─── Exercise data ───

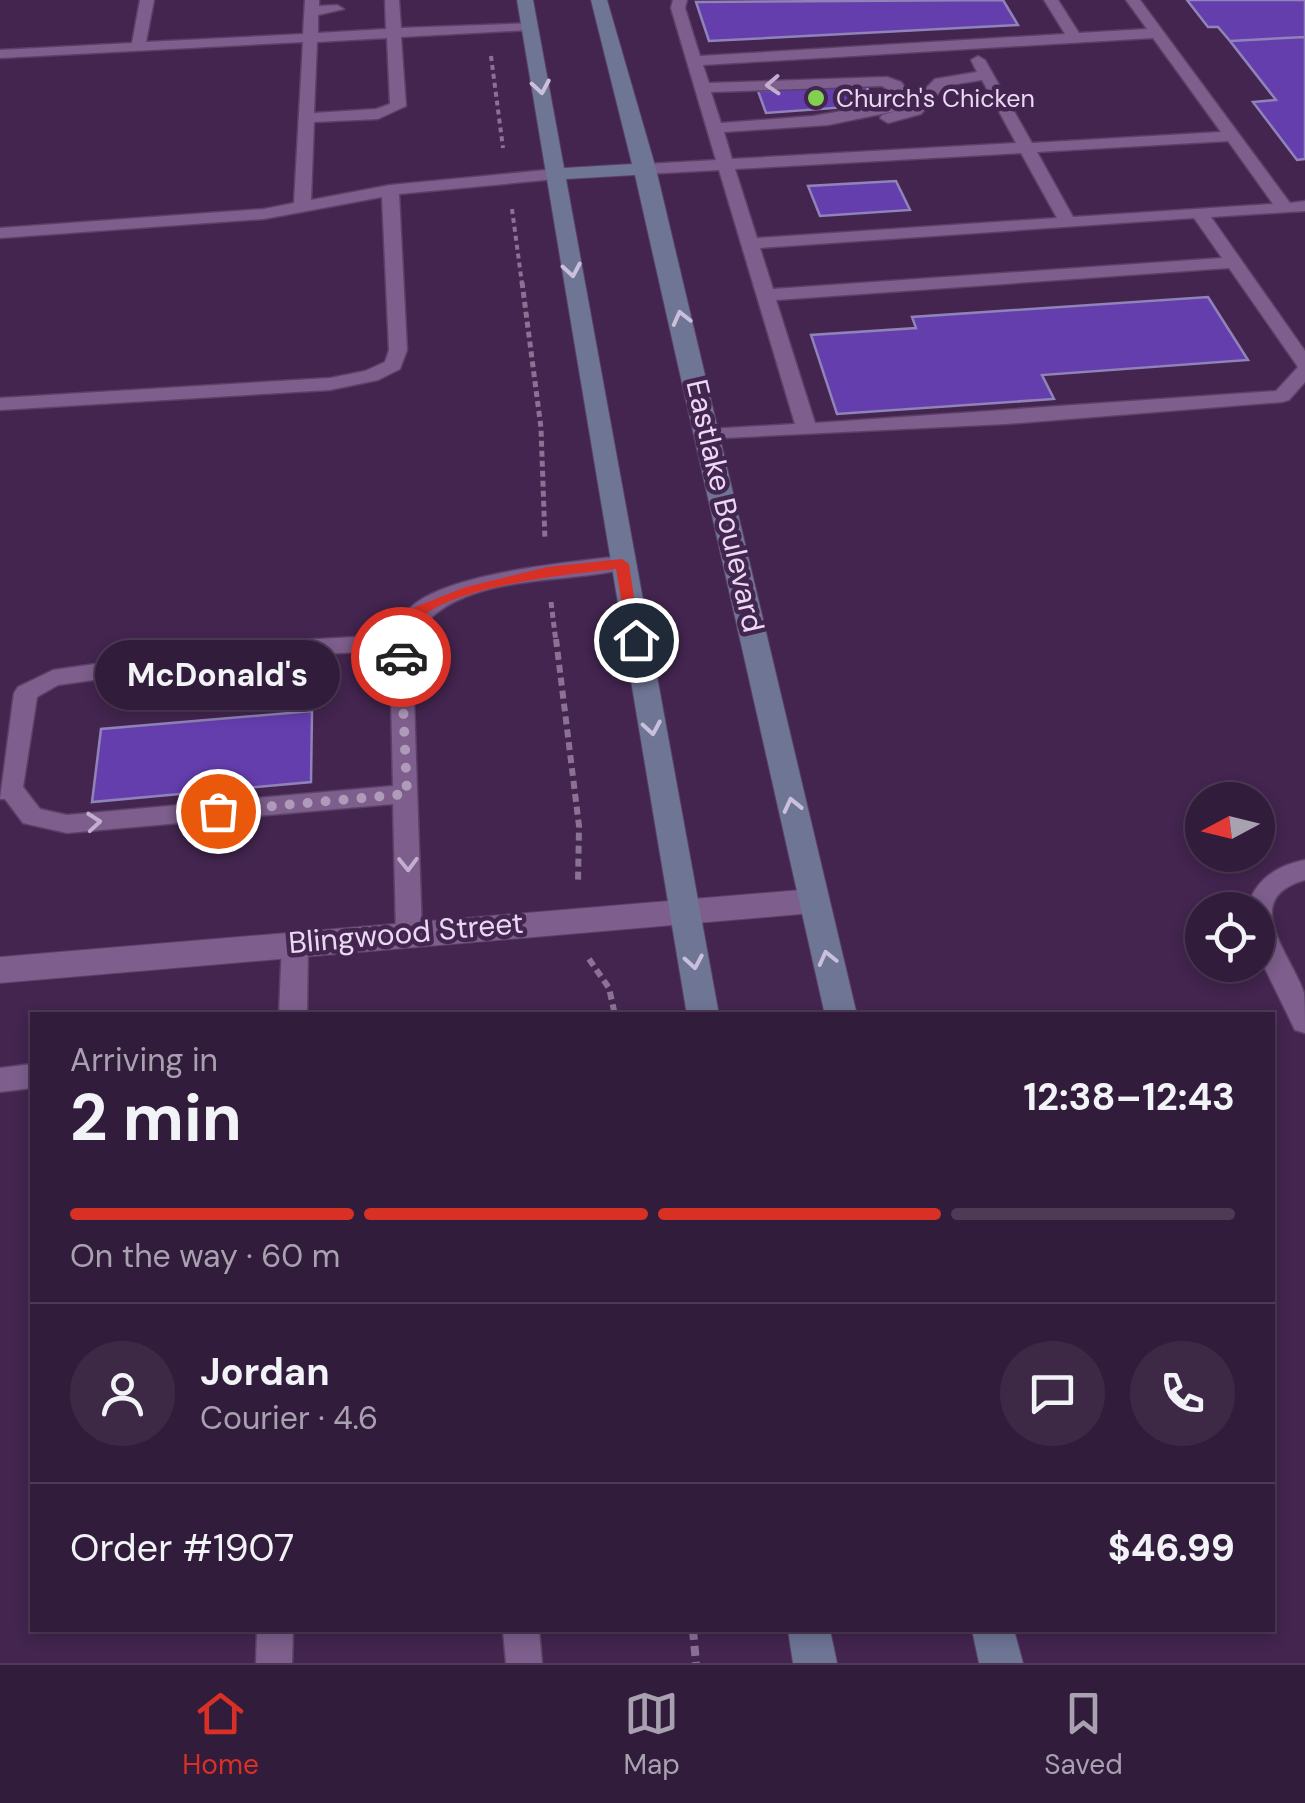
<!DOCTYPE html>
<html lang="en">
<head>
<meta charset="utf-8">
<style>
  :root { --surface:#321c3b; --page:#3d2946; --text:#f1f3f6; --muted:#a8a1af; --line:#4d3a55; --accent:#d93025 }
  body { margin:0; font-family:"DM Sans",sans-serif; background:var(--page); color:var(--text); height:100vh; display:flex; flex-direction:column; font-size:38px; white-space:nowrap }
  * { box-sizing:border-box; margin:0 }
  p { font-size:32px; color:var(--muted) }
  .icon { flex:none; width:55px; height:55px; fill:none; stroke:currentColor; stroke-width:2; stroke-linecap:round; stroke-linejoin:round }
  .map { position:relative; flex:1; overflow:hidden }
  .sheet { position:absolute; left:30px; top:1012px; width:1245px; height:620px; display:flex; flex-direction:column; background:var(--surface); border-radius:0px; box-shadow:0 5px 15px #0003,0 0 0 2px var(--line) }
  .sheet>* { flex:none }
  .needle { width:65px; rotate:263deg }
  .buttons { position:absolute; left:1185px; top:782px; display:grid; gap:20px }
  .buttons a { display:grid; place-items:center; width:90px; height:90px; border-radius:50%; background:var(--surface); box-shadow:0 5px 15px #0003,0 0 0 2px var(--line); font-size:50px }
  .pin { position:absolute; display:grid; place-items:center; width:85px; height:85px; color:#fff; margin:-42px; border:5px solid #fff; border-radius:50%; box-shadow:0 2px 10px #0007 }
  .courier { position:absolute; display:grid; place-items:center; width:100px; height:100px; margin:-50px; border:8px solid #d93025; border-radius:50%; background:#fff; color:#222; box-shadow:0 2px 12px #0007 }
  .bubble { position:absolute; height:70px; border-radius:35px; background:var(--surface); box-shadow:0 5px 15px #0003,0 0 0 2px var(--line); font-size:32px; font-weight:700; line-height:70px; text-align:center }
  .head em { font-style:normal; font-weight:700 }
  .head div { display:flex; flex-direction:column-reverse }
  .head { display:flex; align-items:center; justify-content:space-between; height:170px; padding:0 40px }
  h1 { font-size:65px; font-weight:700; line-height:75px }
  .bar { display:grid; grid-template-columns:repeat(4,1fr); gap:15px 10px; align-content:center; height:120px; padding:0 40px }
  .bar i { height:12px; border-radius:8px; background:var(--line) }
  .bar .selected { background:var(--accent) }
  .bar p { grid-column:span 4 }
  .line { display:flex; align-items:center; gap:25px; padding:0 40px; border-top:2px solid var(--line) }
  .line div { flex:1 }
  .round { display:grid; place-items:center; flex:none; width:105px; height:105px; border-radius:52px; background:var(--page) }
  .tabs { display:flex; justify-content:space-around; align-items:center; height:140px; border-top:2px solid var(--line); background:var(--surface); font-size:28px; color:var(--muted) }
  .tabs a { display:grid; justify-items:center; gap:5px }
  .tabs .selected { color:var(--accent) }
  .map>svg:first-child { display:block }
  .building { fill:#653eae; stroke:#9083b8; stroke-width:2.5 }
  .lines { fill:none; stroke-linecap:round; stroke-linejoin:round }
  .lane-casing { stroke:#5b4166; stroke-width:3 }
  .street-casing { stroke:#5b4166; stroke-width:2 }
  .secondary-casing { stroke:#5b4166; stroke-width:2 }
  .path-far3 { stroke:#8b7295; stroke-width:4; stroke-dasharray:5 4; stroke-linecap:butt }
  .path-far2 { stroke:#8b7295; stroke-width:5; stroke-dasharray:6 4; stroke-linecap:butt }
  .path-far1 { stroke:#8b7295; stroke-width:6; stroke-dasharray:8 5; stroke-linecap:butt }
  .path { stroke:#8b7295; stroke-width:8; stroke-dasharray:10 6; stroke-linecap:butt }
  .lane { fill:#7d5e8c; fill-rule:evenodd }
  .street { fill:#7d5e8c; fill-rule:evenodd }
  .secondary { fill:#6e7595; fill-rule:evenodd }
  .oneway { stroke:#c4aecf }
  .oneway2 { stroke:#cbc0dc }
  .route { fill:#d93025 }
  .done { stroke:#b09aba; stroke-width:10; stroke-dasharray:0 18 }
  .poi-dot { fill:#82d04f; stroke:#43254f; stroke-width:4 }
  .labels { text-anchor:middle; stroke-width:9; stroke-linejoin:round; paint-order:stroke }
  .far-poi-label { font-size:25px; fill:#ead9f3; stroke:#43254f; text-anchor:start }
  .street-label { font-size:30px; fill:#ead9f3; stroke:#43254f }
</style>
</head>
<body>
<div class="map">
<svg width="1305" height="1663" viewBox="0 0 1305 1663">
  <rect width="100%" height="100%" fill="#43254f"/>
  <path class="building" d="M 1003,0 L 1018,25 L 709,41 L 696,2 Z
    M 1187,0 L 1305,0 L 1305,37 L 1230,41 L 1218,27 L 1208,27 Z
    M 1305,37 L 1305,159 L 1297,160 L 1253,102 L 1276,100 L 1230,41 Z
    M 865,84 L 876,105 L 766,113 L 758,91 Z
    M 896,181 L 910,210 L 820,216 L 808,186 Z
    M 1208,297 L 1248,360 L 1042,375 L 1054,399 L 837,414 L 811,335 L 916,328 L 912,317 Z
    M 312,711 L 311,782 L 92,802 L 101,729 Z"/>
  <g class="lines">
    <g class="lane-casing">
      <path id="lane" d="M 140,0 L 154,0 L 146,42 L 303,34 L 305,0 L 319,0 L 319,6 L 337,5 L 344,9 L 318,15 L 318,33 L 386,29 L 385,0 L 399,0 L 401,28 L 535,23 L 535,29 L 530,30 L 401,37 L 406,106 L 378,119 L 314,122 L 311,200 L 390,185 L 556,169 L 564,174 L 556,179 L 399,194 L 407,350 L 400,369 L 378,380 L 330,390 L 0,410 L 0,398 L 330,378 L 365,371 L 385,362 L 389,350 L 382,197 L 264,219 L 0,238 L 0,228 L 264,209 L 294,203 L 303,42 L 0,58 L 0,50 L 132,43 ZM 387,38 L 390,104 L 376,109 L 314,113 L 317,42 Z
        M 673,0 L 687,0 L 685,8 L 700,56 L 1065,34 L 1044,0 L 1058,0 L 1079,33 L 1147,29 L 1126,0 L 1140,0 L 1290,203 L 1305,201 L 1305,211 L 1211,217 L 1305,351 L 1305,382 L 1289,400 L 1282,402 L 1005,424 L 703,439 L 700,435 L 710,429 L 795,424 L 719,170 L 646,174 L 638,169 L 646,164 L 716,160 L 671,8 ZM 1153,38 L 1221,132 L 1032,143 L 985,60 L 978,56 L 971,60 L 977,72 L 935,79 L 905,109 L 913,98 L 901,82 L 887,77 L 709,83 L 703,65 ZM 982,80 L 1016,143 L 732,159 L 724,132 L 828,125 L 896,111 L 882,115 L 880,118 L 888,123 L 921,114 L 945,86 ZM 882,86 L 895,94 L 894,102 L 813,116 L 721,123 L 711,92 ZM 1228,141 L 1273,204 L 1073,217 L 1037,152 ZM 1021,153 L 1057,218 L 757,238 L 735,169 ZM 1194,218 L 1222,258 L 773,289 L 760,248 ZM 1229,268 L 1298,367 L 1276,391 L 815,423 L 776,300 Z
        M 622,556 L 630,558 L 633,563 L 630,568 C 561,586 451,570 412,642 L 422,933 L 418,940 L 409,943 L 400,940 L 396,933 L 393,804 L 67,833 L 23,823 L 5,799 L 0,799 L 14,693 L 18,687 L 53,670 L 243,643 L 394,635 C 398,626 403,615 410,608 C 446,573 571,562 622,556 ZM 390,650 L 393,786 L 67,815 L 40,809 L 23,787 L 37,697 L 58,685 L 243,659 Z
        M 1305,860 L 1305,880 C 1237,899 1293,957 1304,993 C 1305,1005 1305,1021 1305,1033 L 1295,1030 L 1258,954 L 1258,910 L 1246,910 C 1255,880 1275,866 1305,860 Z
        M 295,932 L 304,936 L 308,943 L 307,1015 L 279,1015 L 282,943 L 286,936 Z
        M 32,1064 L 32,1088 L 0,1092 L 0,1068 Z
        M 257,1630 L 293,1630 L 292,1663 L 256,1663 Z
        M 503,1630 L 539,1630 L 542,1663 L 506,1663 Z"/>
    </g>
    <g class="street-casing">
      <path id="street" d="M 813,889 L 824,892 L 829,901 L 824,910 L 813,913 L 0,983 L 0,957 Z"/>
    </g>
    <g class="secondary-casing">
      <path id="secondary" d="M 517,0 L 533,0 L 564,168 L 632,164 L 591,0 L 607,0 L 656,169 L 857,1015 L 825,1015 L 635,175 L 566,179 L 719,1015 L 687,1015 Z
        M 788,1630 L 830,1630 L 837,1663 L 793,1663 Z
        M 972,1630 L 1014,1630 L 1023,1663 L 979,1663 Z"/>
    </g>
    <path class="path-far3" d="M 491,56 L 503,148
      M 512,209 L 522,284"/>
    <path class="path-far2" d="M 522,282 L 541,428 L 545,540
      M 551,602 L 556,642"/>
    <path class="path-far1" d="M 556,639 L 579,826 L 578,883
      M 589,959 L 609,988 L 615,1015"/>
    <path class="path" d="M 693,1630 L 696,1663"/>
    <use href="#lane" class="lane"/>
    <use href="#street" class="street"/>
    <use href="#secondary" class="secondary"/>
  </g>
  <defs><path id="oneway-chevron" d="M-2-3.5L2.5 0L-2 3.5" fill="none" stroke-width="1.6" stroke-linecap="round" stroke-linejoin="round" transform="scale(2.5)"/></defs>
  <g class="oneway">
    <use href="#oneway-chevron" transform="translate(773 85) rotate(177)"/>
    <use href="#oneway-chevron" transform="translate(94 822) rotate(-5)"/>
    <use href="#oneway-chevron" transform="translate(408 864) rotate(89)"/>
  </g>
  <g class="oneway2">
    <use href="#oneway-chevron" transform="translate(541 87) rotate(80)"/>
    <use href="#oneway-chevron" transform="translate(572 270) rotate(80)"/>
    <use href="#oneway-chevron" transform="translate(681 318) rotate(-104)"/>
    <use href="#oneway-chevron" transform="translate(652 728) rotate(80)"/>
    <use href="#oneway-chevron" transform="translate(792 805) rotate(-103)"/>
    <use href="#oneway-chevron" transform="translate(827 958) rotate(-104)"/>
    <use href="#oneway-chevron" transform="translate(694 962) rotate(80)"/>
  </g>
  <path class="route" d="M 622,559 L 629,564 L 641,644 L 628,640 L 616,569 C 567,574 468,585 427,613 C 412,624 411,645 407,661 L 394,657 L 393,642 L 415,607 L 466,587 L 548,567 Z"/>
  <g class="lines">
    <path class="done" d="M 218,811 L 407,794 L 401,657"/>
  </g>
  <circle class="poi-dot" cx="816" cy="98" r="10"/>
  <g class="labels">
    <g class="far-poi-label">
      <text x="836" y="107">Church's Chicken</text>
    </g>
    <g class="street-label">
      <text transform="translate(725 506) rotate(77)" y="10">Eastlake Boulevard</text>
      <text transform="translate(406 933) rotate(-5)" y="10">Blingwood Street</text>
    </g>
  </g>
</svg>
<div class="buttons">
<a><svg class="needle" viewBox="-14 -14 28 28"><path d="M0-13l5 13h-10z" fill="#e53935"/><path d="M0 13l5-13h-10z" fill="#a8a1af"/></svg></a>
<a><svg class="icon" aria-label="locate" viewBox="0 0 24 24"><circle cx="12" cy="12" r="6"/><path d="M12 2v4M12 18v4M2 12h4M18 12h4"/></svg></a>
</div>
<div class="pin" style="left:218px;top:811px;background:#ea580c"><svg class="icon" aria-label="bag" viewBox="0 0 24 24"><path d="M5 8h14l-1 12H6zM9 8a3 3 0 0 1 6 0"/></svg></div>
<div class="pin" style="left:636px;top:640px;background:#1f2937"><svg class="icon" aria-label="home" viewBox="0 0 24 24"><path d="M3 11l9-7 9 7M6 9v11h12V9"/></svg></div>
<div class="courier" style="left:401px;top:657px"><svg class="icon" aria-label="car" viewBox="0 0 24 24"><path d="M5 17H2v-5l4-1 3-4h7l3 4 3 1v5h-3M9 17h6M6 11h13"/><circle cx="7" cy="17" r="2"/><circle cx="17" cy="17" r="2"/></svg></div>
<div class="bubble" style="left:95px;top:640px;width:245px">McDonald's</div>
<section class="sheet">
<div class="head"><div><h1>2 min</h1><p>Arriving in</p></div><em>12:38–12:43</em></div>
<div class="bar"><i class="selected"></i><i class="selected"></i><i class="selected"></i><i></i><p>On the way · 60 m</p></div>
<div class="line" style="height:180px"><a class="round"><svg class="icon" aria-label="person" viewBox="0 0 24 24"><circle cx="12" cy="8" r="4"/><path d="M4 21q1-7 8-7t8 7"/></svg></a><div><b>Jordan</b><p>Courier · 4.6</p></div><a class="round"><svg class="icon" aria-label="chat" viewBox="0 0 24 24"><path d="M4 5h16v11H9l-5 4z"/></svg></a><a class="round"><svg class="icon" aria-label="phone" viewBox="0 0 24 24"><path d="M5 4h4l2 5-3 2q2 4 5 5l2-3 5 2v4C11 20 4 13 5 4z"/></svg></a></div>
<div class="line" style="height:130px"><div>Order #1907</div><b>$46.99</b></div>
</section>
</div>
<nav class="tabs">
<a class="selected"><svg class="icon" aria-label="home" viewBox="0 0 24 24"><path d="M3 11l9-7 9 7M6 9v11h12V9"/></svg>Home</a>
<a><svg class="icon" aria-label="map" viewBox="0 0 24 24"><path d="M3 6l6-2 6 2 6-2v14l-6 2-6-2-6 2zM9 4v14M15 6v14"/></svg>Map</a>
<a><svg class="icon" aria-label="saved" viewBox="0 0 24 24"><path d="M7 4h10v16l-5-4-5 4z"/></svg>Saved</a>
</nav>
</body>
</html>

───

▸ **Work to complete**
Leave out the pictures, then repeat the listing above exactly from its first line to the line with "position:relative; flex:1; overflow:hidden", inclusive.

▸ **Task output**
<!DOCTYPE html>
<html lang="en">
<head>
<meta charset="utf-8">
<style>
  :root { --surface:#321c3b; --page:#3d2946; --text:#f1f3f6; --muted:#a8a1af; --line:#4d3a55; --accent:#d93025 }
  body { margin:0; font-family:"DM Sans",sans-serif; background:var(--page); color:var(--text); height:100vh; display:flex; flex-direction:column; font-size:38px; white-space:nowrap }
  * { box-sizing:border-box; margin:0 }
  p { font-size:32px; color:var(--muted) }
  .icon { flex:none; width:55px; height:55px; fill:none; stroke:currentColor; stroke-width:2; stroke-linecap:round; stroke-linejoin:round }
  .map { position:relative; flex:1; overflow:hidden }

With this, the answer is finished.